[Start of section]

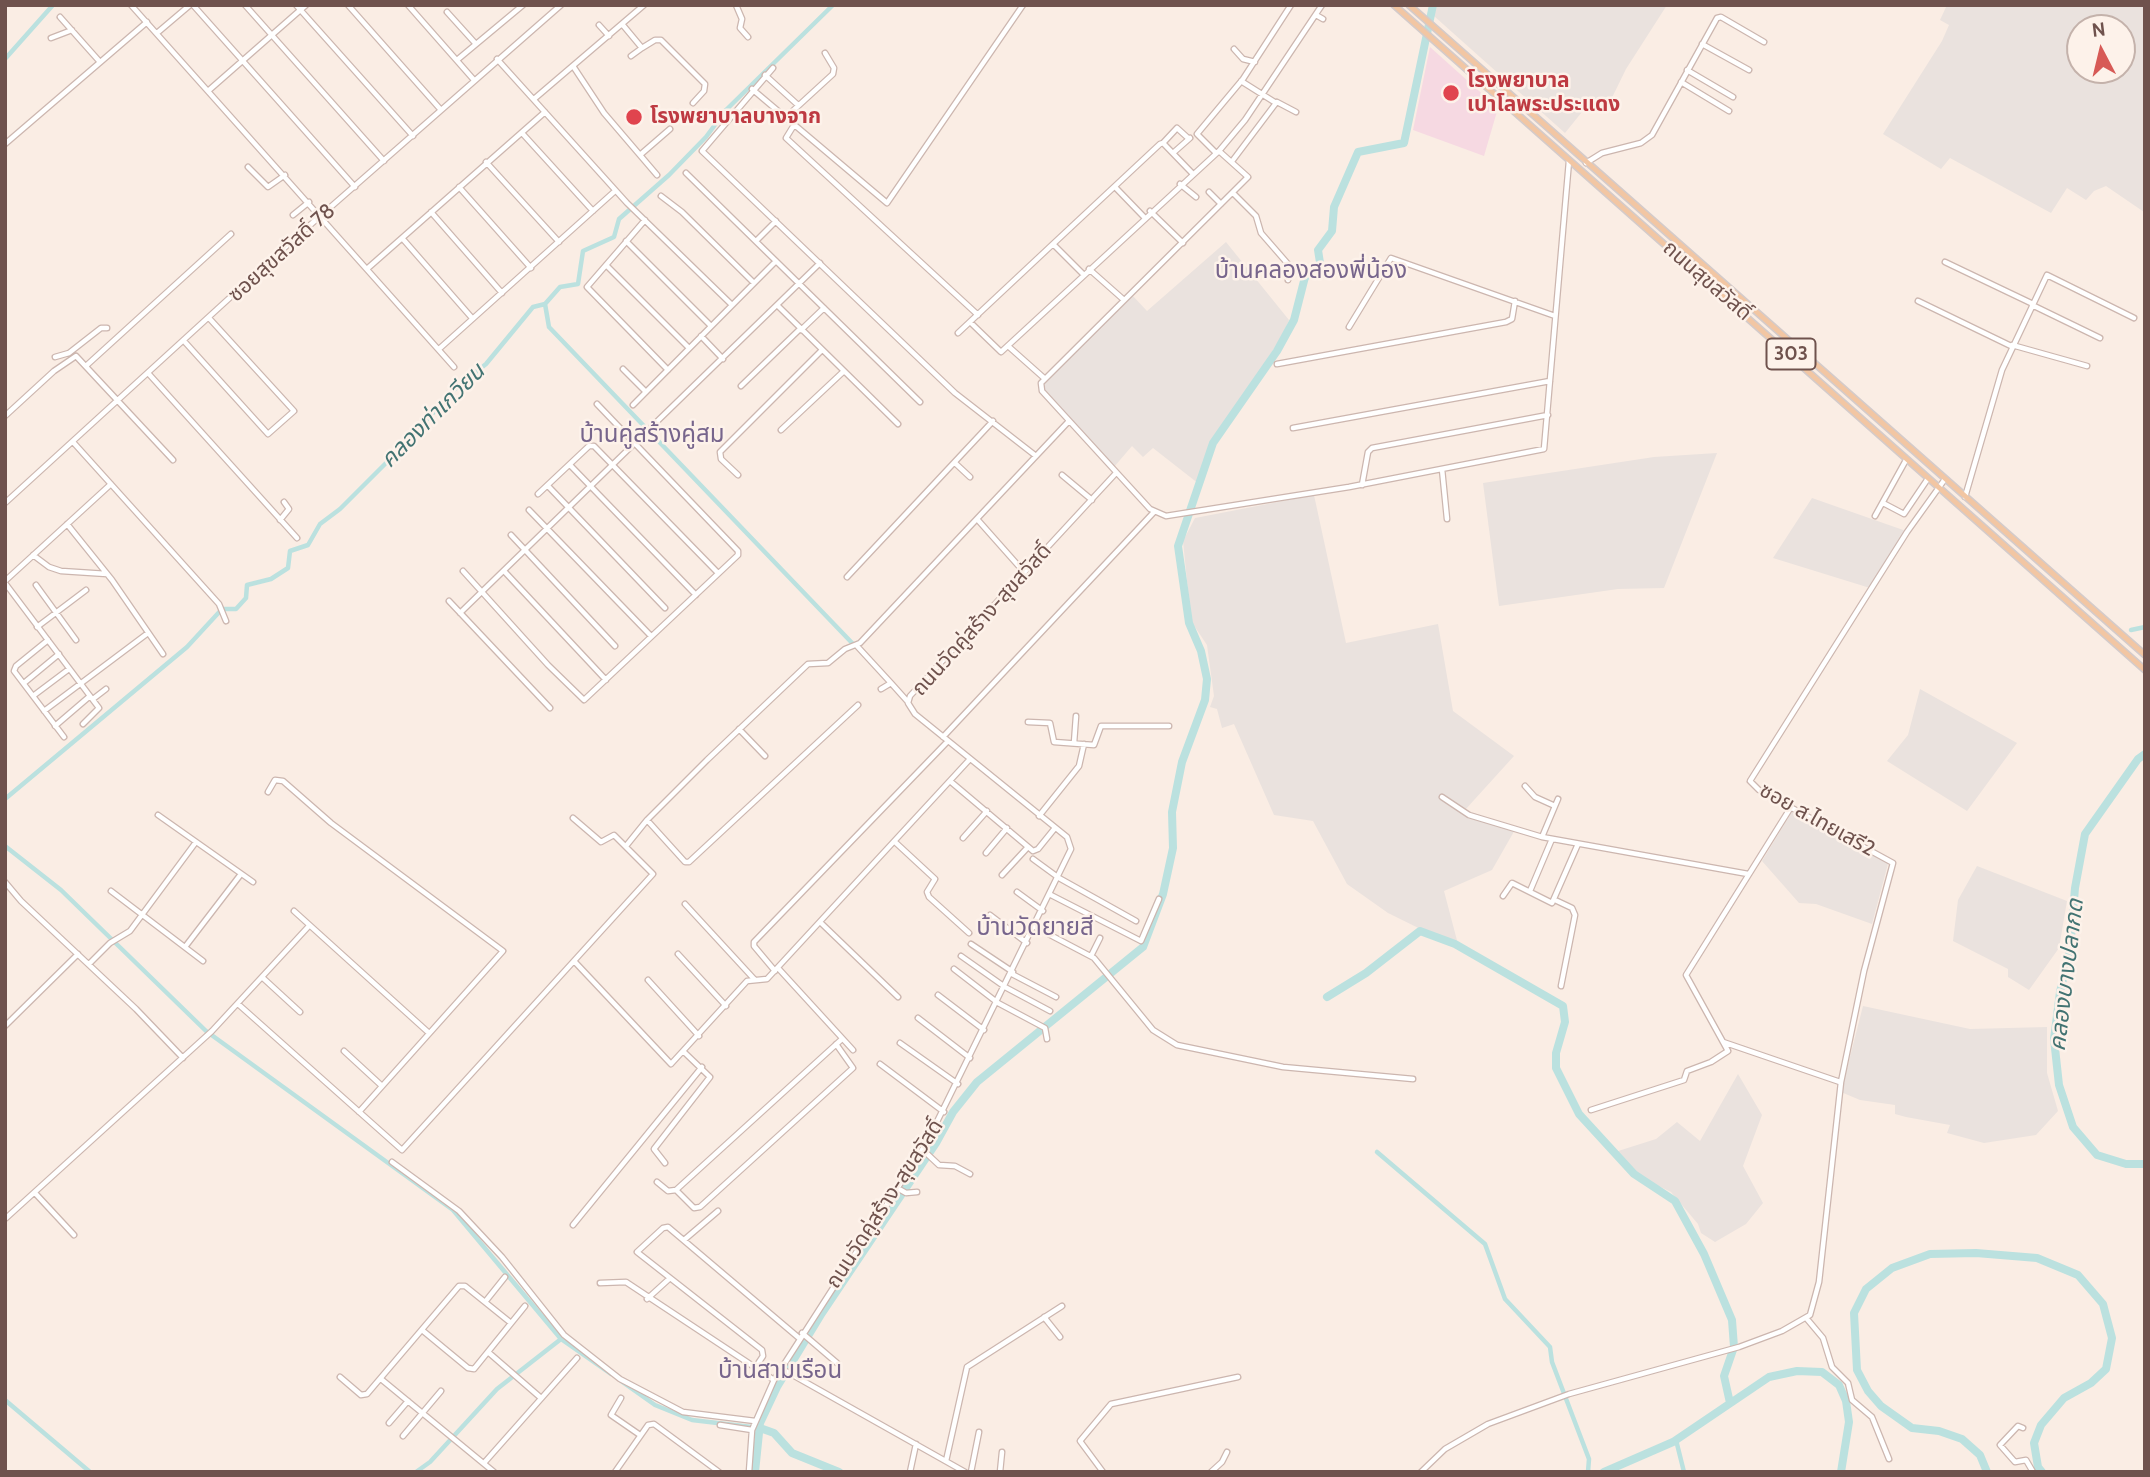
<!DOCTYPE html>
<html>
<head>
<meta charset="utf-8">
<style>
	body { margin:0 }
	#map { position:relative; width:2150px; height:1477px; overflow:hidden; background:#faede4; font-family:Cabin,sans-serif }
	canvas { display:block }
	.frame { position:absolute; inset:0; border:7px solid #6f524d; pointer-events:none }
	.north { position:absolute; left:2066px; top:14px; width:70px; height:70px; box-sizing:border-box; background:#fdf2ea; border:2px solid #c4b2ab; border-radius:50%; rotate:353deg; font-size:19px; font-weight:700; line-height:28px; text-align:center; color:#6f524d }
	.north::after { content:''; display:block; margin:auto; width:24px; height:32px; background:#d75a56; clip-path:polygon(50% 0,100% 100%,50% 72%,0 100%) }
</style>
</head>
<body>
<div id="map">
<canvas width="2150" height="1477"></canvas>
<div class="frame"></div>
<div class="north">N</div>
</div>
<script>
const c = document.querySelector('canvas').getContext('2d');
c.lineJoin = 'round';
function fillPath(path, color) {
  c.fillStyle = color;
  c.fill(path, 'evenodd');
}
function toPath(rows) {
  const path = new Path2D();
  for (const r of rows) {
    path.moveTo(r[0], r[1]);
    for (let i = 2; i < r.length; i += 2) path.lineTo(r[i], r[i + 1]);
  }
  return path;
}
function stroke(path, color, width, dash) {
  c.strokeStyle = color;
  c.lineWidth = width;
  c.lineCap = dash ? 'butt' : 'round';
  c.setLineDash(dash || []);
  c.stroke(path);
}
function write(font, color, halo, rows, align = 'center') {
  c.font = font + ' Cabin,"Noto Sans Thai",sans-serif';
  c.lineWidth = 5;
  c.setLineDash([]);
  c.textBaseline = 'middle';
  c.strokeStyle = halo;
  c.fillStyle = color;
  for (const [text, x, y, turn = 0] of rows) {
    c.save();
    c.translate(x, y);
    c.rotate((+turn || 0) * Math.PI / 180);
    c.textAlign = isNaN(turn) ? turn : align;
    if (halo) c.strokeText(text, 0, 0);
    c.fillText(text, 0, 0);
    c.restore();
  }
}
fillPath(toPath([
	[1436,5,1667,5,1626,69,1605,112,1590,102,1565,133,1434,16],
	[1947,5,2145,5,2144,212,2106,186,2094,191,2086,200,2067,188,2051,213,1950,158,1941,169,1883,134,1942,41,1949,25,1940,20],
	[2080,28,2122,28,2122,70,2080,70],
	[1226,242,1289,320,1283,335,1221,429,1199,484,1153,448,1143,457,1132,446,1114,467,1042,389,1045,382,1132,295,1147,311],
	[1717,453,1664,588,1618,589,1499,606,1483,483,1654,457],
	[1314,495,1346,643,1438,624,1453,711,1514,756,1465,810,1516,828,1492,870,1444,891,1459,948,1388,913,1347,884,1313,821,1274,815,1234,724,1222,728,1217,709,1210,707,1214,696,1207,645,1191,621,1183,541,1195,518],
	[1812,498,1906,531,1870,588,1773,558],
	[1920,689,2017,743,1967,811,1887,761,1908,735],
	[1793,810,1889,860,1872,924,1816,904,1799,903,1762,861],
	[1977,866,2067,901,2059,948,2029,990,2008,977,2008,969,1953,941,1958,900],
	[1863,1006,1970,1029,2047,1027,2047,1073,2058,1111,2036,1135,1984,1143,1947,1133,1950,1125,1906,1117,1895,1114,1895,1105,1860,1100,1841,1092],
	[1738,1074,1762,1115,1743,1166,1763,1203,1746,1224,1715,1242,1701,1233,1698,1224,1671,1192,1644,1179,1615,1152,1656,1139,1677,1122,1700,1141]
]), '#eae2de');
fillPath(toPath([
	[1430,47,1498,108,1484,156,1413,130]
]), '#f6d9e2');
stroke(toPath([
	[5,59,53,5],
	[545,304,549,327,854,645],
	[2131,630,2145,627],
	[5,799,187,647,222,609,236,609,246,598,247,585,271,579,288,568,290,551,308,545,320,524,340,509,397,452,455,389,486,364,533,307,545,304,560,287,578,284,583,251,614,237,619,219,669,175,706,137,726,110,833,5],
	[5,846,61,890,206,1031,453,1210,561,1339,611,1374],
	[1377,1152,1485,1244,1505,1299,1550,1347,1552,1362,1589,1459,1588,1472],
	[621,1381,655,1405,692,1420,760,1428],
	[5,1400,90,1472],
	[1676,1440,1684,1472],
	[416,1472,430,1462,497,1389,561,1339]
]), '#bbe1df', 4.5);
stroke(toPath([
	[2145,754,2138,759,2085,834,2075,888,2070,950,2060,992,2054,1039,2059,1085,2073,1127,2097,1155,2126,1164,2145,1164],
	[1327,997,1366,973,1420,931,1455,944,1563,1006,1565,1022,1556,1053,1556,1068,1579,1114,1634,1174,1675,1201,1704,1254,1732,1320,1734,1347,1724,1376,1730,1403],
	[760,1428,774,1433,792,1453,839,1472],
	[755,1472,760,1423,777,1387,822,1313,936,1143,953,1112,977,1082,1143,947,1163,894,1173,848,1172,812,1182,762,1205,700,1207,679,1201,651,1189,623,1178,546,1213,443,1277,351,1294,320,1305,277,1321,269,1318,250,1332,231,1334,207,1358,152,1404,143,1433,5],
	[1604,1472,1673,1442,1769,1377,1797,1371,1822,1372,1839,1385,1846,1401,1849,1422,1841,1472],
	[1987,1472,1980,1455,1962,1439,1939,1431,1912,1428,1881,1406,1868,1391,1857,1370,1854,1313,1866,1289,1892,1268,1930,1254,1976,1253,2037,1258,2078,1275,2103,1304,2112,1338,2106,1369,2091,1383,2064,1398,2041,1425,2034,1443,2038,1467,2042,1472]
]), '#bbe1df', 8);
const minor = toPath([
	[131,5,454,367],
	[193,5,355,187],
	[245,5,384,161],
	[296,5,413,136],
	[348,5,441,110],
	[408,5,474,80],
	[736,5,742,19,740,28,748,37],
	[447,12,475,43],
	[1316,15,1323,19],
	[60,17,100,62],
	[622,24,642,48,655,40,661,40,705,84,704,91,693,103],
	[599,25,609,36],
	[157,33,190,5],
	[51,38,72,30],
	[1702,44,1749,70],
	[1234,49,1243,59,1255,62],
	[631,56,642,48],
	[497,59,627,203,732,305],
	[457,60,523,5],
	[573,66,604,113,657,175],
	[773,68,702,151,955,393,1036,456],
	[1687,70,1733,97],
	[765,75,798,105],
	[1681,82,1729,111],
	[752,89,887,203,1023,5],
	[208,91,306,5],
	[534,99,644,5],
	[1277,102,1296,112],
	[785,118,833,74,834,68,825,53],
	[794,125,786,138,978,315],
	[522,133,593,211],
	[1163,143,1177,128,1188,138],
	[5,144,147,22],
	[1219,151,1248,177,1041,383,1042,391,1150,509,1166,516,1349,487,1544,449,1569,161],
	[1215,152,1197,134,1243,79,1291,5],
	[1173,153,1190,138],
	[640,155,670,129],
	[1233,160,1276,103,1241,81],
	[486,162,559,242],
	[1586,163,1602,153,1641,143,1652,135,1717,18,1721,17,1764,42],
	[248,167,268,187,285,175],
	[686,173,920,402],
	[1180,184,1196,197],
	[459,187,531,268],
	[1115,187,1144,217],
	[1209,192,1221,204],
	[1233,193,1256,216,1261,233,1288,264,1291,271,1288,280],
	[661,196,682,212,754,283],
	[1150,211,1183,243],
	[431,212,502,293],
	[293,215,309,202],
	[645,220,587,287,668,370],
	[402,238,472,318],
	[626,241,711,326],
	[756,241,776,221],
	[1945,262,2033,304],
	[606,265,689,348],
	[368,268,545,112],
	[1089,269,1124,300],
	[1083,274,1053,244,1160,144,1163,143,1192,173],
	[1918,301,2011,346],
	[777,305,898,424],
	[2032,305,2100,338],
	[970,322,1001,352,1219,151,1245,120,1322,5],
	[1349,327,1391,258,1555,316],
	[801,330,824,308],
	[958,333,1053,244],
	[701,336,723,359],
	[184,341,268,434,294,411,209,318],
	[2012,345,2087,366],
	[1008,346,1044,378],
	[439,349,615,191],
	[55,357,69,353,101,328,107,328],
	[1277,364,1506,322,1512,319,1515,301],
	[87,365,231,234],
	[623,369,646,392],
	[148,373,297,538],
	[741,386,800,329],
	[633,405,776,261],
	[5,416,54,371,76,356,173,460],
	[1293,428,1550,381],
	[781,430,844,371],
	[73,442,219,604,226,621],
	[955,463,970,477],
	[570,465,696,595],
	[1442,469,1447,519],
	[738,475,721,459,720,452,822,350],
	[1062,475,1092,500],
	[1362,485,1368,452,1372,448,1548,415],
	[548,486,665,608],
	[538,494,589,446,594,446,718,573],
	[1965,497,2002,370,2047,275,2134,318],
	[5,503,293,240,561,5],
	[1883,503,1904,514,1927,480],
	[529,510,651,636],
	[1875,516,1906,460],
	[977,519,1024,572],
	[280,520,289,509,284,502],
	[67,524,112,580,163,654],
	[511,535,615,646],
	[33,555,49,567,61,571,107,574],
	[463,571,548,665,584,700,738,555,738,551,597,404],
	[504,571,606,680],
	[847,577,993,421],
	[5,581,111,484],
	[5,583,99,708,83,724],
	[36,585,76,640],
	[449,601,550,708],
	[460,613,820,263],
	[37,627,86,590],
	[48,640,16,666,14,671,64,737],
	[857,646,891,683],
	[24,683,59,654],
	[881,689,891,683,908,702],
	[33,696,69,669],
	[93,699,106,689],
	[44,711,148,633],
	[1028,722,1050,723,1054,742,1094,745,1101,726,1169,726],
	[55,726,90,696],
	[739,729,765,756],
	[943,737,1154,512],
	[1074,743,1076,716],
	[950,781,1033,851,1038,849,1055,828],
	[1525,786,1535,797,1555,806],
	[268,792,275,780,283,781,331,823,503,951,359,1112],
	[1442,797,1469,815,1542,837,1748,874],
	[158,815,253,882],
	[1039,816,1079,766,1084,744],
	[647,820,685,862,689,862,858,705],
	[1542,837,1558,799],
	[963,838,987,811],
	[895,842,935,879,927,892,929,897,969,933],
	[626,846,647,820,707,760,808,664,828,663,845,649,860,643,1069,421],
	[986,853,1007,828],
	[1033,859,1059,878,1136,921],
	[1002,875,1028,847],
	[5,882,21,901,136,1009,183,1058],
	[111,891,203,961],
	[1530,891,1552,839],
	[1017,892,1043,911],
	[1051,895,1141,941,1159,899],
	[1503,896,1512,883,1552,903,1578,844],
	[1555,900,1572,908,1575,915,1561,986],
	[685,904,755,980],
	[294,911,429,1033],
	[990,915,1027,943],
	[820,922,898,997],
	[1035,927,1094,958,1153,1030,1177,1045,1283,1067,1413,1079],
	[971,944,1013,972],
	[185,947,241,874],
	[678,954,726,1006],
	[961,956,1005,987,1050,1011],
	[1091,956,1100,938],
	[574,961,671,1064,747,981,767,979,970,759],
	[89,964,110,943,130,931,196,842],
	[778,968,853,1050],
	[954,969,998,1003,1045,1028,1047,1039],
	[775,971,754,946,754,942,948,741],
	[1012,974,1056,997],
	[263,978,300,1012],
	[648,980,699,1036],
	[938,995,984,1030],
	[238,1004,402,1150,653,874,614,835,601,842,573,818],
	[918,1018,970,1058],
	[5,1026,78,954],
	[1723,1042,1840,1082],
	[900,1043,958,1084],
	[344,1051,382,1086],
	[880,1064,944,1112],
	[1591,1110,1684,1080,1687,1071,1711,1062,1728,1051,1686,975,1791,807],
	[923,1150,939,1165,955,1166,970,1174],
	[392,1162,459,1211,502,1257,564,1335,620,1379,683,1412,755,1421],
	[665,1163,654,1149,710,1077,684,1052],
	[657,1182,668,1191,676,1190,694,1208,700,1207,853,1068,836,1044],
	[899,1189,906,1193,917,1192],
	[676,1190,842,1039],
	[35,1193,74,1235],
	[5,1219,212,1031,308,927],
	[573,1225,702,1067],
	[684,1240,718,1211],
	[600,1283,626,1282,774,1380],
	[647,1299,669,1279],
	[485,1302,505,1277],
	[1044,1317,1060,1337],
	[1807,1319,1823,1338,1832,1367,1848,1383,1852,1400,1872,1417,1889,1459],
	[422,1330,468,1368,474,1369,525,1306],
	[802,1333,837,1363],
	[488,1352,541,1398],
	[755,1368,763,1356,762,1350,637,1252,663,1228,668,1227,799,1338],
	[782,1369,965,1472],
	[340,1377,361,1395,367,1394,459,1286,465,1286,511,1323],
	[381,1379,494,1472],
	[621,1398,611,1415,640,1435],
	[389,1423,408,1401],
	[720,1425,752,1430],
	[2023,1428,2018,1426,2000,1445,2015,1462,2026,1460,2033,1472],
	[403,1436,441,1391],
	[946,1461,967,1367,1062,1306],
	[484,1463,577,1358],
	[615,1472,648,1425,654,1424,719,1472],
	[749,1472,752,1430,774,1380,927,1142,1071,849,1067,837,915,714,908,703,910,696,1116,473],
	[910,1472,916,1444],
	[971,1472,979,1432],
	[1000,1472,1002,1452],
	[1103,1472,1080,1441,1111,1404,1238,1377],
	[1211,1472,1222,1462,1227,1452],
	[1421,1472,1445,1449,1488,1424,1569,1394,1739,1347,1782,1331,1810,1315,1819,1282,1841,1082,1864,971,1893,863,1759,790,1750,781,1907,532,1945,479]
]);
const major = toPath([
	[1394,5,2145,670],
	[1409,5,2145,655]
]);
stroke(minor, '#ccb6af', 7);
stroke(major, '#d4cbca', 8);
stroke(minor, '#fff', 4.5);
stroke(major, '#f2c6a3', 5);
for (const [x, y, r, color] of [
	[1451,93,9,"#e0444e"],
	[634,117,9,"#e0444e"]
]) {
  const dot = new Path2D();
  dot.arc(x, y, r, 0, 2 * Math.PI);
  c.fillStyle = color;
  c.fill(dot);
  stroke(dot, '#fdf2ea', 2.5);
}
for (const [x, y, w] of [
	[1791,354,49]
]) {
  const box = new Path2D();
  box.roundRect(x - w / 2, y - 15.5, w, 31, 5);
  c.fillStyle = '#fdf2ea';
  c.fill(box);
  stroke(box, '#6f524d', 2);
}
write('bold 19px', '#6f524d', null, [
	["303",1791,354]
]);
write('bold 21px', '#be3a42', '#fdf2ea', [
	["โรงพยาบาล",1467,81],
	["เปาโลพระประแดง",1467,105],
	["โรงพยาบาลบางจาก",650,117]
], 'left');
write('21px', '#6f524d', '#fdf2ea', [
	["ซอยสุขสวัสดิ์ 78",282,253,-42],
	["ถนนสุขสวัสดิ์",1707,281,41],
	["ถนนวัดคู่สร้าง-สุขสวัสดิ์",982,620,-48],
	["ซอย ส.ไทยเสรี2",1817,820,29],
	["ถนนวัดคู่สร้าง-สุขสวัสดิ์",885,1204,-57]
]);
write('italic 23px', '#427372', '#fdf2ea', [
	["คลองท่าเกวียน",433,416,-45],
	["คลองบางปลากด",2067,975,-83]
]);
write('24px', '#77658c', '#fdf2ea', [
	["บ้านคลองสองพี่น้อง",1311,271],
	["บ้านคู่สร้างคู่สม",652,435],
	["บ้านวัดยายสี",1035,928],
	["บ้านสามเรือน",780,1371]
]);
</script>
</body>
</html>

[End of section]

● **ASSIGNED TASK**: Your answer should consist of the lines above that hold the word "block".

● **OUTPUT OF THE EXERCISE**:
	canvas { display:block }
	.north::after { content:''; display:block; margin:auto; width:24px; height:32px; background:#d75a56; clip-path:polygon(50% 0,100% 100%,50% 72%,0 100%) }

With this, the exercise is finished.